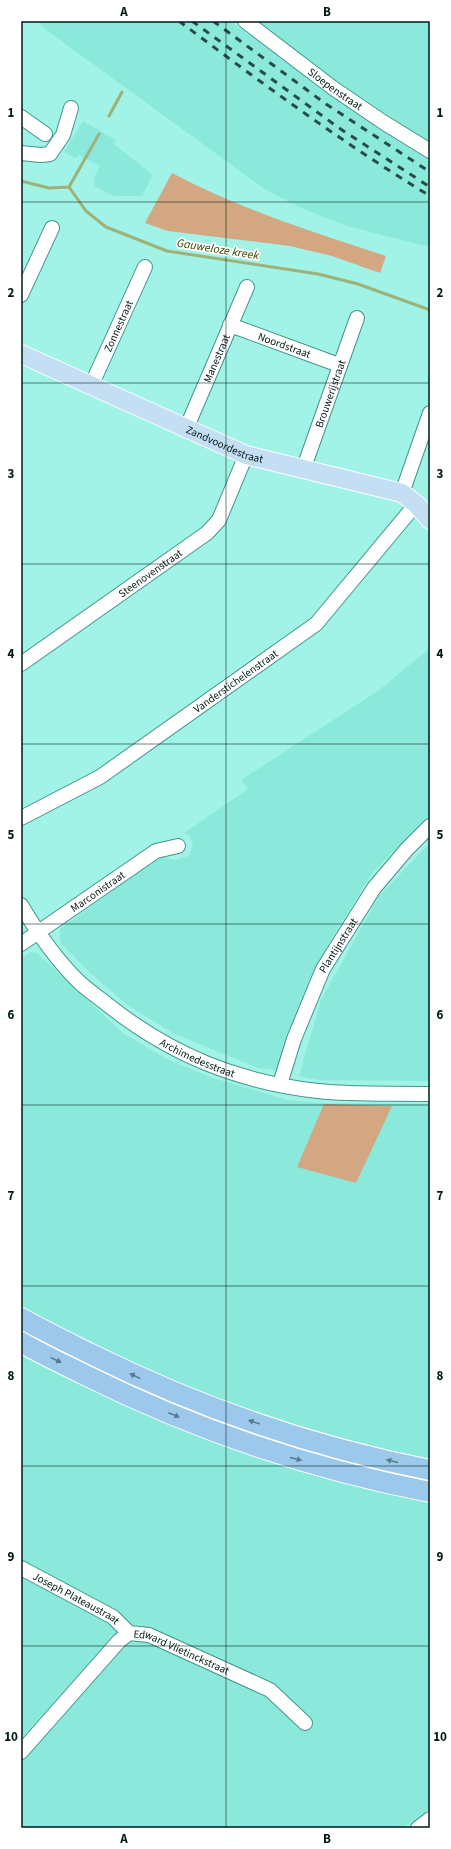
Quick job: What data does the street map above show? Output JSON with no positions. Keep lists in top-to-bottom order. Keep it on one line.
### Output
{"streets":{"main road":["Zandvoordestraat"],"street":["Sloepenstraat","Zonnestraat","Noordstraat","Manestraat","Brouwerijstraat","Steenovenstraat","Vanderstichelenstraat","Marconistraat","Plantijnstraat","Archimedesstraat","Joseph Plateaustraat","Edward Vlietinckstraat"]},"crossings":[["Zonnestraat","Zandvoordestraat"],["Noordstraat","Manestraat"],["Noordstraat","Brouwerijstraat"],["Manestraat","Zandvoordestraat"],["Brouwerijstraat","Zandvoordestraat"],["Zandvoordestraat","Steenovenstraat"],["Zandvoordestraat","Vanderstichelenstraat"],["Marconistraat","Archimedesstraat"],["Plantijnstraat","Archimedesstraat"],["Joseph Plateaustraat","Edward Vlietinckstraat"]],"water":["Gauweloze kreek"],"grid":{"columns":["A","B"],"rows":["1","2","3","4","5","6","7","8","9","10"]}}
□ □ □ □ □ □ □
## TASK ITEM
Leaving the images out, retype all the material above exactly.

## TASK RESULT
Quick job: What data does the street map above show? Output JSON with no positions. Keep lists in top-to-bottom order. Keep it on one line.
### Output
{"streets":{"main road":["Zandvoordestraat"],"street":["Sloepenstraat","Zonnestraat","Noordstraat","Manestraat","Brouwerijstraat","Steenovenstraat","Vanderstichelenstraat","Marconistraat","Plantijnstraat","Archimedesstraat","Joseph Plateaustraat","Edward Vlietinckstraat"]},"crossings":[["Zonnestraat","Zandvoordestraat"],["Noordstraat","Manestraat"],["Noordstraat","Brouwerijstraat"],["Manestraat","Zandvoordestraat"],["Brouwerijstraat","Zandvoordestraat"],["Zandvoordestraat","Steenovenstraat"],["Zandvoordestraat","Vanderstichelenstraat"],["Marconistraat","Archimedesstraat"],["Plantijnstraat","Archimedesstraat"],["Joseph Plateaustraat","Edward Vlietinckstraat"]],"water":["Gauweloze kreek"],"grid":{"columns":["A","B"],"rows":["1","2","3","4","5","6","7","8","9","10"]}}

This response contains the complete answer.